(Stored items)
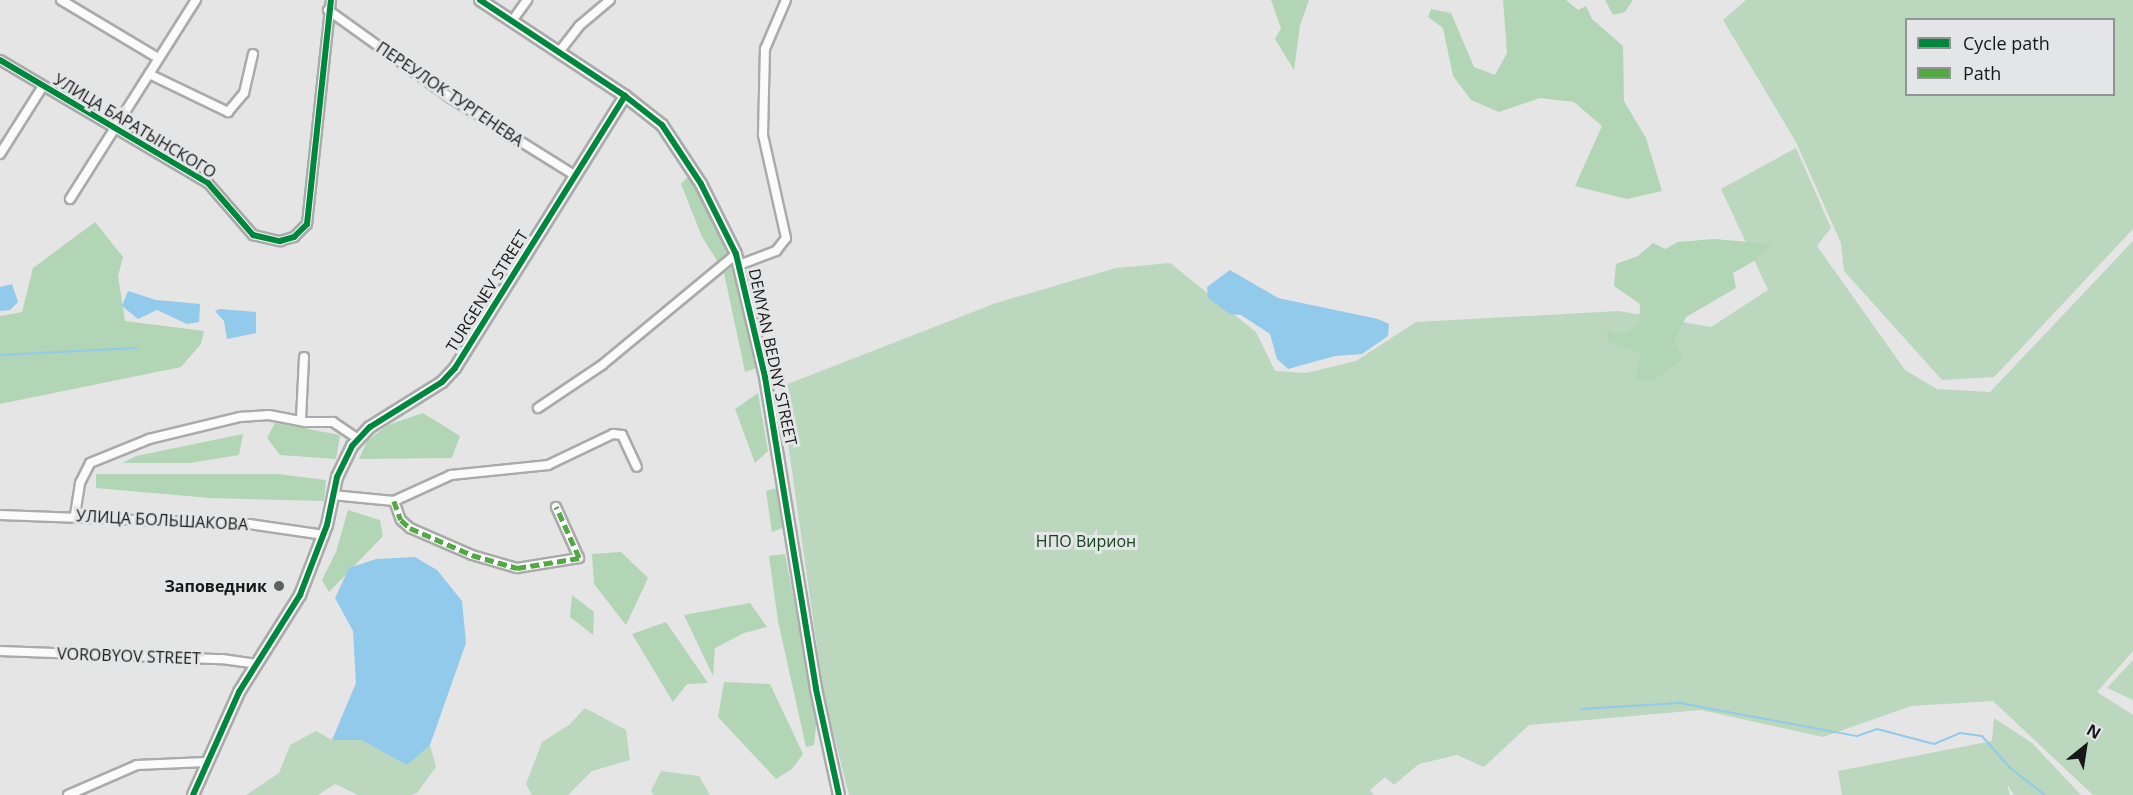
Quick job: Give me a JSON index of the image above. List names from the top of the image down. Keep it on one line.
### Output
{"streets":{"street":["ПЕРЕУЛОК ТУРГЕНЕВА","УЛИЦА БАРАТЫНСКОГО","TURGENEV STREET","DEMYAN BEDNY STREET","УЛИЦА БОЛЬШАКОВА","VOROBYOV STREET"]},"crossings":[["ПЕРЕУЛОК ТУРГЕНЕВА","УЛИЦА БАРАТЫНСКОГО"],["ПЕРЕУЛОК ТУРГЕНЕВА","TURGENEV STREET"],["TURGENEV STREET","DEMYAN BEDNY STREET"],["TURGENEV STREET","УЛИЦА БОЛЬШАКОВА"],["TURGENEV STREET","VOROBYOV STREET"]],"parks":["НПО Вирион"],"places":["Заповедник"],"legend":["Cycle path","Path"],"north":"top right"}
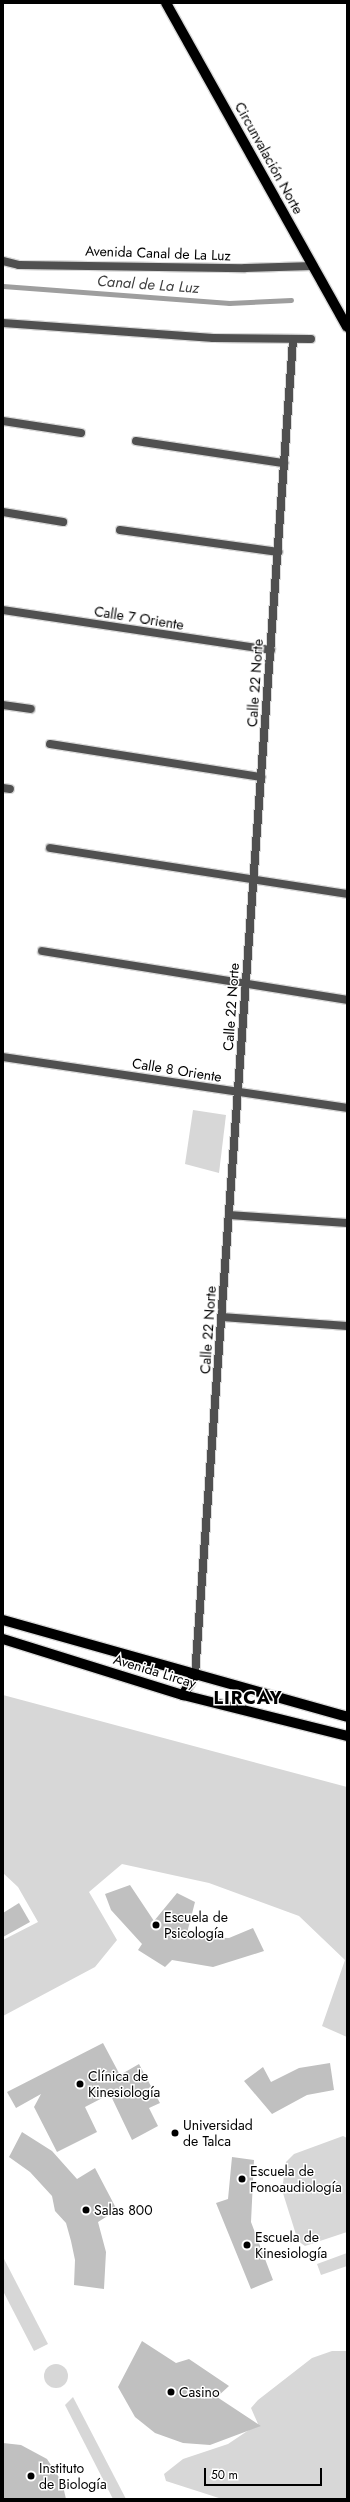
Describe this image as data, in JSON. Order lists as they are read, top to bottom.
{
  "streets": {
    "main road": ["Circunvalación Norte", "Avenida Lircay"],
    "street": [
      "Avenida Canal de La Luz",
      "Calle 7 Oriente",
      "Calle 22 Norte",
      "Calle 8 Oriente"
    ]
  },
  "crossings": [
    ["Circunvalación Norte", "Avenida Canal de La Luz"],
    ["Calle 7 Oriente", "Calle 22 Norte"],
    ["Calle 22 Norte", "Calle 8 Oriente"],
    ["Calle 22 Norte", "Avenida Lircay"]
  ],
  "districts": ["LIRCAY"],
  "water": ["Canal de La Luz"],
  "places": [
    "Escuela de Psicología",
    "Clínica de Kinesiología",
    "Universidad de Talca",
    "Escuela de Fonoaudiología",
    "Salas 800",
    "Escuela de Kinesiología",
    "Casino",
    "Instituto de Biología"
  ],
  "scale_bar": "50 m"
}
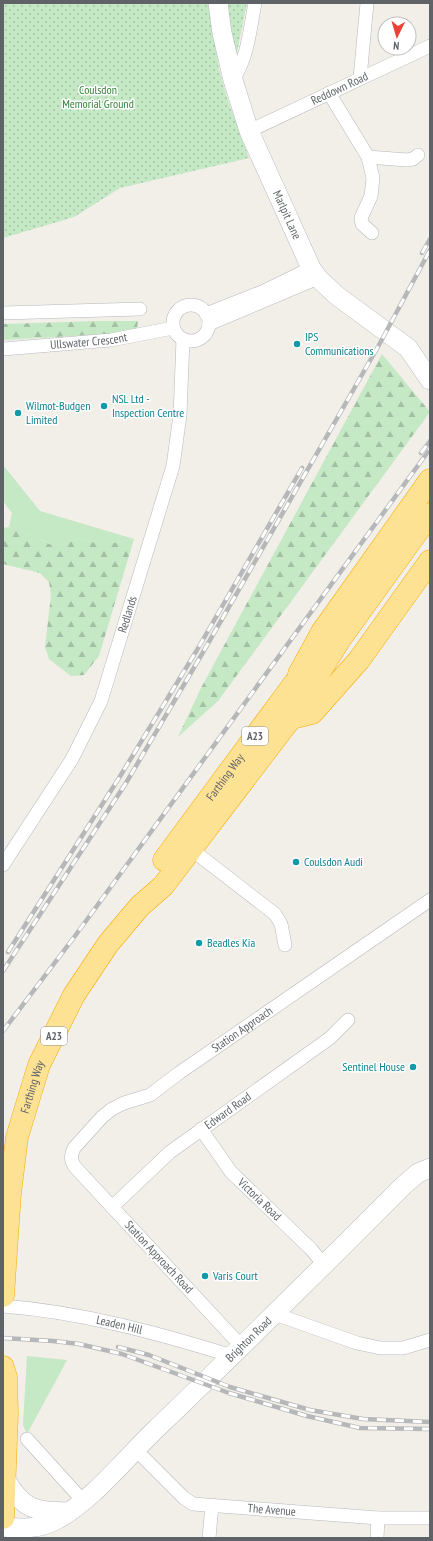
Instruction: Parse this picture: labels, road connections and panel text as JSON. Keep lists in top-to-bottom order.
{
  "streets": {
    "highway": ["A23", "Farthing Way"],
    "main road": ["Marlpit Lane", "Brighton Road"],
    "street": [
      "Reddown Road",
      "Ullswater Crescent",
      "Redlands",
      "Station Approach",
      "Edward Road",
      "Victoria Road",
      "Station Approach Road",
      "Leaden Hill",
      "The Avenue"
    ]
  },
  "crossings": [
    ["Reddown Road", "Marlpit Lane"],
    ["Ullswater Crescent", "Redlands"],
    ["A23", "Farthing Way"],
    ["Station Approach", "Station Approach Road"],
    ["Edward Road", "Victoria Road"],
    ["Edward Road", "Station Approach Road"],
    ["Victoria Road", "Brighton Road"],
    ["Station Approach Road", "Leaden Hill"],
    ["Station Approach Road", "Brighton Road"],
    ["Leaden Hill", "Brighton Road"],
    ["Brighton Road", "The Avenue"]
  ],
  "parks": ["Coulsdon Memorial Ground"],
  "places": [
    "IPS Communications",
    "NSL Ltd - Inspection Centre",
    "Wilmot-Budgen Limited",
    "Coulsdon Audi",
    "Beadles Kia",
    "Sentinel House",
    "Varis Court"
  ],
  "north": "bottom"
}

Exercise details: Copy each line above precisely, dropping the pictures.

Exercise solution:
Quick job: Give me a JSON index of the image above. List names from the top of the image down. Keep it on one line.
### Output
{"streets":{"street":["ПЕРЕУЛОК ТУРГЕНЕВА","УЛИЦА БАРАТЫНСКОГО","TURGENEV STREET","DEMYAN BEDNY STREET","УЛИЦА БОЛЬШАКОВА","VOROBYOV STREET"]},"crossings":[["ПЕРЕУЛОК ТУРГЕНЕВА","УЛИЦА БАРАТЫНСКОГО"],["ПЕРЕУЛОК ТУРГЕНЕВА","TURGENEV STREET"],["TURGENEV STREET","DEMYAN BEDNY STREET"],["TURGENEV STREET","УЛИЦА БОЛЬШАКОВА"],["TURGENEV STREET","VOROBYOV STREET"]],"parks":["НПО Вирион"],"places":["Заповедник"],"legend":["Cycle path","Path"],"north":"top right"}
Describe this image as data, in JSON. Order lists as they are read, top to bottom.
{
  "streets": {
    "main road": ["Circunvalación Norte", "Avenida Lircay"],
    "street": [
      "Avenida Canal de La Luz",
      "Calle 7 Oriente",
      "Calle 22 Norte",
      "Calle 8 Oriente"
    ]
  },
  "crossings": [
    ["Circunvalación Norte", "Avenida Canal de La Luz"],
    ["Calle 7 Oriente", "Calle 22 Norte"],
    ["Calle 22 Norte", "Calle 8 Oriente"],
    ["Calle 22 Norte", "Avenida Lircay"]
  ],
  "districts": ["LIRCAY"],
  "water": ["Canal de La Luz"],
  "places": [
    "Escuela de Psicología",
    "Clínica de Kinesiología",
    "Universidad de Talca",
    "Escuela de Fonoaudiología",
    "Salas 800",
    "Escuela de Kinesiología",
    "Casino",
    "Instituto de Biología"
  ],
  "scale_bar": "50 m"
}
Instruction: Parse this picture: labels, road connections and panel text as JSON. Keep lists in top-to-bottom order.
{
  "streets": {
    "highway": ["A23", "Farthing Way"],
    "main road": ["Marlpit Lane", "Brighton Road"],
    "street": [
      "Reddown Road",
      "Ullswater Crescent",
      "Redlands",
      "Station Approach",
      "Edward Road",
      "Victoria Road",
      "Station Approach Road",
      "Leaden Hill",
      "The Avenue"
    ]
  },
  "crossings": [
    ["Reddown Road", "Marlpit Lane"],
    ["Ullswater Crescent", "Redlands"],
    ["A23", "Farthing Way"],
    ["Station Approach", "Station Approach Road"],
    ["Edward Road", "Victoria Road"],
    ["Edward Road", "Station Approach Road"],
    ["Victoria Road", "Brighton Road"],
    ["Station Approach Road", "Leaden Hill"],
    ["Station Approach Road", "Brighton Road"],
    ["Leaden Hill", "Brighton Road"],
    ["Brighton Road", "The Avenue"]
  ],
  "parks": ["Coulsdon Memorial Ground"],
  "places": [
    "IPS Communications",
    "NSL Ltd - Inspection Centre",
    "Wilmot-Budgen Limited",
    "Coulsdon Audi",
    "Beadles Kia",
    "Sentinel House",
    "Varis Court"
  ],
  "north": "bottom"
}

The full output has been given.